Required action:
Find the word "place" in the records below. List each line containing it.

Study material:
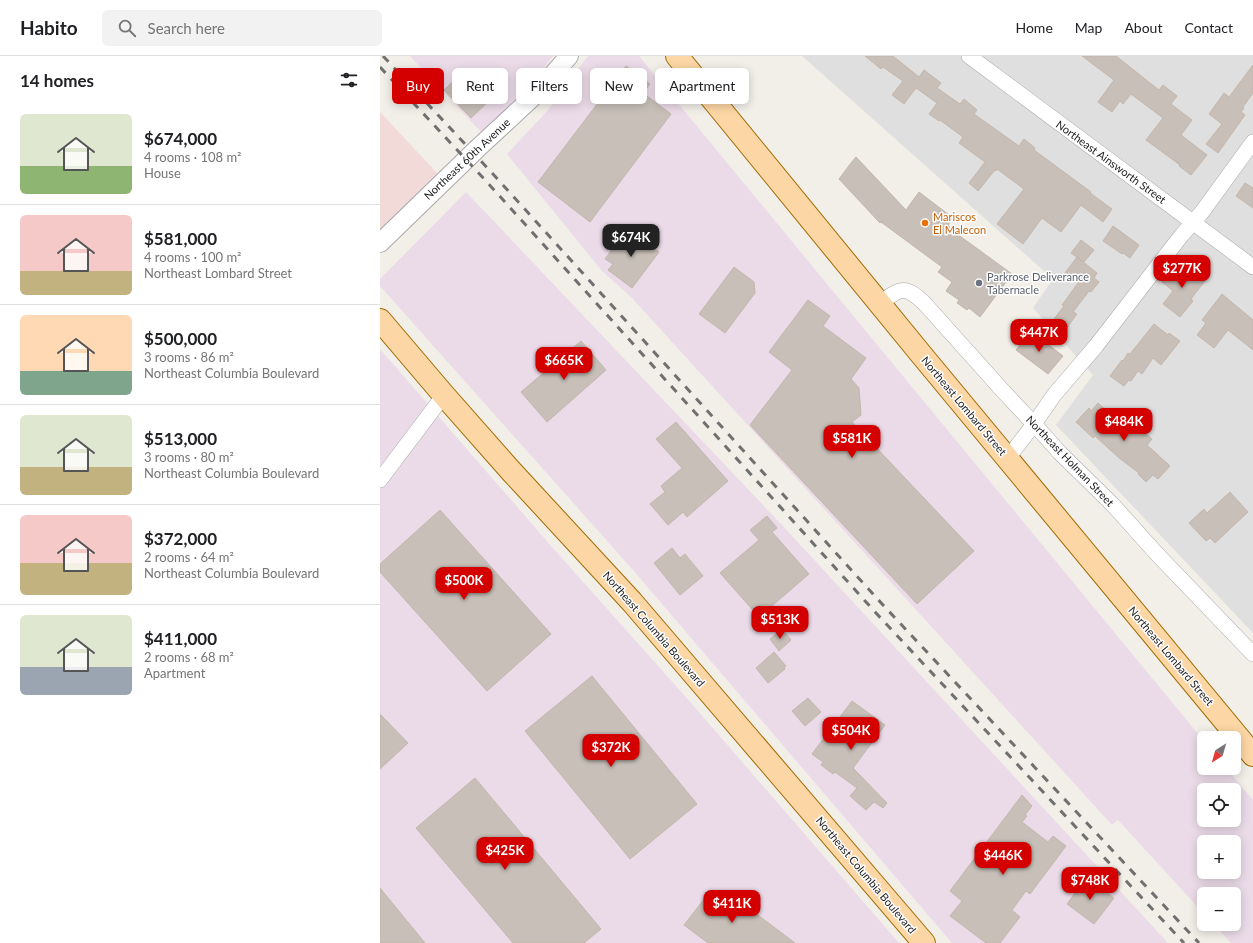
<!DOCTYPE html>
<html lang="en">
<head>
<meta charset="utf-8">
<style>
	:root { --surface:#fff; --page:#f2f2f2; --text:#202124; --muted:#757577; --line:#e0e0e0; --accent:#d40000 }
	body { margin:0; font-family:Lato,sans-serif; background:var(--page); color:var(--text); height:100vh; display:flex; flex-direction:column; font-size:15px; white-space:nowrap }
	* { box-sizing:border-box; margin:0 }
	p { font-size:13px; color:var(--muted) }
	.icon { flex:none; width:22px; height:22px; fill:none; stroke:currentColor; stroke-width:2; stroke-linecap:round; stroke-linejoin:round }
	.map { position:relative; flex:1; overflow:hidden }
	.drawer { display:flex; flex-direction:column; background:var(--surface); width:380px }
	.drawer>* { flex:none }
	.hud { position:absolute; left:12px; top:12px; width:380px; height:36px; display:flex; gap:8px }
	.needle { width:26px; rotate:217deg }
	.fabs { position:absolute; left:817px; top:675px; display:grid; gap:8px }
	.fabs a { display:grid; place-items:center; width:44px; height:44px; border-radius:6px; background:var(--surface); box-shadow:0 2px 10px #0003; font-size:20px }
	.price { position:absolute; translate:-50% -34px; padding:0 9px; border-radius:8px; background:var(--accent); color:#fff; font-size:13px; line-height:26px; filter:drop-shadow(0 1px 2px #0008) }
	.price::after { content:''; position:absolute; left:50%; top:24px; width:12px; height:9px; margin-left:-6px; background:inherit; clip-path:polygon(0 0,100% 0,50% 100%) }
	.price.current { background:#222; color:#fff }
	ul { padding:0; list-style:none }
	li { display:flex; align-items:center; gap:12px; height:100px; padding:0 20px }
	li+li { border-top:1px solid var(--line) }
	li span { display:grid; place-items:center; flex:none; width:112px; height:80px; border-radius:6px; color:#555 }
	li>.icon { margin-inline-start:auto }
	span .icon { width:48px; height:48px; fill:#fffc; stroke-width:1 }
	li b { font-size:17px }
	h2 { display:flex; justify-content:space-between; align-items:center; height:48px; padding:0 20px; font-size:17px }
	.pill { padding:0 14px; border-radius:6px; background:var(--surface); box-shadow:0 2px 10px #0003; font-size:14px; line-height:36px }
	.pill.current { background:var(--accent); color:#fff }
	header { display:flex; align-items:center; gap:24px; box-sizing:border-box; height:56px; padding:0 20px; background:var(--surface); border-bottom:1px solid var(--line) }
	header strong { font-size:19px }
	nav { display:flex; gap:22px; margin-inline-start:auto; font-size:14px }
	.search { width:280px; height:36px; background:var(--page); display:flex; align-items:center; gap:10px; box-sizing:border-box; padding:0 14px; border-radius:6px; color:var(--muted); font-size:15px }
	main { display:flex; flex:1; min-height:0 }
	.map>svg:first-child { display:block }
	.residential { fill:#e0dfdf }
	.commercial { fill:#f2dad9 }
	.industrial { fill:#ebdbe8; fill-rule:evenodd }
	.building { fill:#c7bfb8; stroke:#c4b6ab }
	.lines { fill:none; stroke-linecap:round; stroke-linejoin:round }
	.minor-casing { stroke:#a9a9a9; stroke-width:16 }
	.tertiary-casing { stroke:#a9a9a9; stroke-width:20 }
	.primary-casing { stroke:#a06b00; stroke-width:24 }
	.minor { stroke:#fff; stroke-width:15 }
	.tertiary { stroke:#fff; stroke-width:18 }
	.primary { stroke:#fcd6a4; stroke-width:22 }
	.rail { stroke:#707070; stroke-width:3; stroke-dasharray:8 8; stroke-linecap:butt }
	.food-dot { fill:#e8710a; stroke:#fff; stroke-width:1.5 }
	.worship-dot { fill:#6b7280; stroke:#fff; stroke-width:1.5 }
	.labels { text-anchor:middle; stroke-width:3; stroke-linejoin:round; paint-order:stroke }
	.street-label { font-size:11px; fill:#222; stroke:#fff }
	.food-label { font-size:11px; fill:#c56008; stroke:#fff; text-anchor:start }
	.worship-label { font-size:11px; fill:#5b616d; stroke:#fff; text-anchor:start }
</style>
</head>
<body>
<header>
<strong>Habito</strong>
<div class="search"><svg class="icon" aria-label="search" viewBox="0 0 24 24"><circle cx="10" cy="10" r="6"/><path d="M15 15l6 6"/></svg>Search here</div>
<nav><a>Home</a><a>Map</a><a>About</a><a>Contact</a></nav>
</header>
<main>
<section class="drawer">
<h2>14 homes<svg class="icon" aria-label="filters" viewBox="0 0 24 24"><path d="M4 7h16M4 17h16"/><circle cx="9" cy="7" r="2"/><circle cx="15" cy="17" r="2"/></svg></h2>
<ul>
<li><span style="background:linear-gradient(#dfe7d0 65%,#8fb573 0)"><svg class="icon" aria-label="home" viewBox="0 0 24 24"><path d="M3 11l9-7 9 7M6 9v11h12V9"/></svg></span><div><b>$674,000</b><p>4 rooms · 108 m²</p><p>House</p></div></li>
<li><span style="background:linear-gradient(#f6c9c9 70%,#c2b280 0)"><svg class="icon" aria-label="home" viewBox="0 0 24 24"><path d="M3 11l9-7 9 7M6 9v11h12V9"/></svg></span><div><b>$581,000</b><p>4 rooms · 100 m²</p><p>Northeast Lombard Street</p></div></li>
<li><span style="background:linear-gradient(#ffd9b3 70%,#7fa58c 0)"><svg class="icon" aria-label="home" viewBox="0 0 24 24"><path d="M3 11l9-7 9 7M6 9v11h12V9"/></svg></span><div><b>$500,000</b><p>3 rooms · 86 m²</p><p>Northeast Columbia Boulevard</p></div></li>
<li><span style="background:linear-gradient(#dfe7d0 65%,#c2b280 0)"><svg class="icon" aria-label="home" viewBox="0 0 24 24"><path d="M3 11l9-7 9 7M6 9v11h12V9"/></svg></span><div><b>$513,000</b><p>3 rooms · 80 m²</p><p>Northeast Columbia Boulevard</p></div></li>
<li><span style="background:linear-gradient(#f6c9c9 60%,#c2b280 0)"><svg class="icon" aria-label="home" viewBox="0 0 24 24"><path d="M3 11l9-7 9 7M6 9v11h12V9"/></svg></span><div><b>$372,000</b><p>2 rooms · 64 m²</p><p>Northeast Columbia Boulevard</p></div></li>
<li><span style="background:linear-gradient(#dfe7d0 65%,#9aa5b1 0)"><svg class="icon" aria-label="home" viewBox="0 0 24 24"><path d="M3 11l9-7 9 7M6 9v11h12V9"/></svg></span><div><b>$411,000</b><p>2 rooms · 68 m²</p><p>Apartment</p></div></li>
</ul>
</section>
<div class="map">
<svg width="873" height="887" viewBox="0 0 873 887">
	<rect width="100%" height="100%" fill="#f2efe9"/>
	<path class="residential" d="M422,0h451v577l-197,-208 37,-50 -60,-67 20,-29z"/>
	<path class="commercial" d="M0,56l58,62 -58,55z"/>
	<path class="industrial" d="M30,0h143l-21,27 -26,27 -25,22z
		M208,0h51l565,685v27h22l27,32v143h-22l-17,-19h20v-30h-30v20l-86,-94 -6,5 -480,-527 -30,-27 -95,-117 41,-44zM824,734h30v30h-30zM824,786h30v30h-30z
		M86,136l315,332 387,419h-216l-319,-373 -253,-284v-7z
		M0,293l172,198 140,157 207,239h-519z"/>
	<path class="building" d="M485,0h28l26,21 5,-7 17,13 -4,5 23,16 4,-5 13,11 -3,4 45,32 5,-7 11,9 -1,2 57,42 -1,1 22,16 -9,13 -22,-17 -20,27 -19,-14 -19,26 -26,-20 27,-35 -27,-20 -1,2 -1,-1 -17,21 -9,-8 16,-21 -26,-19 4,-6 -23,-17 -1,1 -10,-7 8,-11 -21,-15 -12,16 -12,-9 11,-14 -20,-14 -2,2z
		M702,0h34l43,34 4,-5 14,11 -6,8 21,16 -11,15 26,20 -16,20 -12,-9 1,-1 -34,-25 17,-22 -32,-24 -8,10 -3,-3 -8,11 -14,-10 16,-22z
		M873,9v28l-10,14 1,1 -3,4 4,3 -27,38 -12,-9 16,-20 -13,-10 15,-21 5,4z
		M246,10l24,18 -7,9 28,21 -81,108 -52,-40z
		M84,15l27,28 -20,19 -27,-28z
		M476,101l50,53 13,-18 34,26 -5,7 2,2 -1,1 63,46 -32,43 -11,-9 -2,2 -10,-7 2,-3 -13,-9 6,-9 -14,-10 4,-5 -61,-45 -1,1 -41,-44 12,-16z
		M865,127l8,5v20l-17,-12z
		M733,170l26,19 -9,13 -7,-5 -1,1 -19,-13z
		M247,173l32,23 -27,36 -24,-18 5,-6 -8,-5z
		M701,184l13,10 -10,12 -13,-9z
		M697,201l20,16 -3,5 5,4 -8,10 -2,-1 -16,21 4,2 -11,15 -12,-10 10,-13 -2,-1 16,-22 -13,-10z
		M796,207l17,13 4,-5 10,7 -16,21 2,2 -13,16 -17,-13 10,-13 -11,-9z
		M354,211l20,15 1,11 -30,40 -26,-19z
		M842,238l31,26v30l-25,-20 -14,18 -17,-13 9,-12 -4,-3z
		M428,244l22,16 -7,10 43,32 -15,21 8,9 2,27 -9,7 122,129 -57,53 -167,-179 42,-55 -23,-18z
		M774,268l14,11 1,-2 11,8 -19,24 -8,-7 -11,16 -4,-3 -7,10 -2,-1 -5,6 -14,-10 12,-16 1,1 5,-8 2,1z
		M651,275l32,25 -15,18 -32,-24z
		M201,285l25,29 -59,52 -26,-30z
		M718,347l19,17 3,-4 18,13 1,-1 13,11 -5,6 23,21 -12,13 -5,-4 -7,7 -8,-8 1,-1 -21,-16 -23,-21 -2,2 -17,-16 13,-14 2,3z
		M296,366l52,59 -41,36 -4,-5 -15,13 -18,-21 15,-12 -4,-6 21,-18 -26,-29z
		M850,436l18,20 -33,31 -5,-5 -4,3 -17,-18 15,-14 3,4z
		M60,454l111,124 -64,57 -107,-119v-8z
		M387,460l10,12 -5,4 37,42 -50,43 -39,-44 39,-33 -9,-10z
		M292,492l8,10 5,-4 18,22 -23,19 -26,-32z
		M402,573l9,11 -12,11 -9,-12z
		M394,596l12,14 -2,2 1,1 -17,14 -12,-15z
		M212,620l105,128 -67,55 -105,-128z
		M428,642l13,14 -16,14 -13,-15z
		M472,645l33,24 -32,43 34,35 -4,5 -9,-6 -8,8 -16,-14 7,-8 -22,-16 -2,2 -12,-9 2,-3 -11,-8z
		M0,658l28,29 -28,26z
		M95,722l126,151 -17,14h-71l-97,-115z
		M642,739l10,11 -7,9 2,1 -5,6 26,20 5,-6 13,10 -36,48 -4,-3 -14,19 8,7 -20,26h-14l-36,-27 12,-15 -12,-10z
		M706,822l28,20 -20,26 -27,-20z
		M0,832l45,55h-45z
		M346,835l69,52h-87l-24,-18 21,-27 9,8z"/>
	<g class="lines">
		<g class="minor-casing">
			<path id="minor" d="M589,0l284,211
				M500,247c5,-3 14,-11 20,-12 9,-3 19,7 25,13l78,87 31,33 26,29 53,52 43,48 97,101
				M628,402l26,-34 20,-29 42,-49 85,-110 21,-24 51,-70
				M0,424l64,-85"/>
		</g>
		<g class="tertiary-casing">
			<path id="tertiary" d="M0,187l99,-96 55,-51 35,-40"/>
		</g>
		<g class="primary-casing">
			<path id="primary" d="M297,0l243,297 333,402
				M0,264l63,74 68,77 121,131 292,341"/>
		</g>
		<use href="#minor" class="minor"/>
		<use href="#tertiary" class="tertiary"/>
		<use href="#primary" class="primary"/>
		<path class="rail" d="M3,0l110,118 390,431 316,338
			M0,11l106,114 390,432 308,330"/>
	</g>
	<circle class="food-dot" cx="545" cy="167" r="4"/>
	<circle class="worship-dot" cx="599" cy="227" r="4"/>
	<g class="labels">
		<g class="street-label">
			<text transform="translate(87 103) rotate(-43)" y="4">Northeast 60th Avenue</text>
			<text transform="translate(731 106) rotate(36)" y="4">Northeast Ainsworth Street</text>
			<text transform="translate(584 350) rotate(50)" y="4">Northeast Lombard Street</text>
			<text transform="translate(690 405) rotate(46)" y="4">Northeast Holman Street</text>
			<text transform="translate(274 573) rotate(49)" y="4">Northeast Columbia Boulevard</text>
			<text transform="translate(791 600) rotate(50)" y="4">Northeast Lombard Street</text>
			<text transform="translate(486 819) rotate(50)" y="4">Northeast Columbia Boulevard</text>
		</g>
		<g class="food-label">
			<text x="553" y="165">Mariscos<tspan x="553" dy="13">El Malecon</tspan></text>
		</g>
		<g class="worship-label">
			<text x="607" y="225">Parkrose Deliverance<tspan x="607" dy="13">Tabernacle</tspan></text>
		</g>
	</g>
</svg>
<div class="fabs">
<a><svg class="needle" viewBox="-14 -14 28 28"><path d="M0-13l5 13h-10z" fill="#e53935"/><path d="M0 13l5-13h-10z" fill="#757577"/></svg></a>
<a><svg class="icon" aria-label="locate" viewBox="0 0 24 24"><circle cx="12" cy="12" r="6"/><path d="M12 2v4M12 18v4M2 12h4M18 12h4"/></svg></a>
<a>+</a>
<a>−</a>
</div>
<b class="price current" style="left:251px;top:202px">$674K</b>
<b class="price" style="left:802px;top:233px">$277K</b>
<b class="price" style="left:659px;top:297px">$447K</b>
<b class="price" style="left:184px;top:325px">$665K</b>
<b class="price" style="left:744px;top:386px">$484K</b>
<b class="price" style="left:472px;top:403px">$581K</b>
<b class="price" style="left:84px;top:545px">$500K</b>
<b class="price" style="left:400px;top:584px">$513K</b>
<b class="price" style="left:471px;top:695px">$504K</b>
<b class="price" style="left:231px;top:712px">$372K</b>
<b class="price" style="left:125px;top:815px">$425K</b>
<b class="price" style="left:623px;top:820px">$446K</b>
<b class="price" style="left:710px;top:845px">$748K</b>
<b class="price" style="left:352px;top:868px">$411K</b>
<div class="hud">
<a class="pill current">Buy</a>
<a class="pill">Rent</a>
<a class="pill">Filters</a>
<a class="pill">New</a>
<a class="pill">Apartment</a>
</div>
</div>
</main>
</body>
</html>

Written response:
	.fabs a { display:grid; place-items:center; width:44px; height:44px; border-radius:6px; background:var(--surface); box-shadow:0 2px 10px #0003; font-size:20px }
	li span { display:grid; place-items:center; flex:none; width:112px; height:80px; border-radius:6px; color:#555 }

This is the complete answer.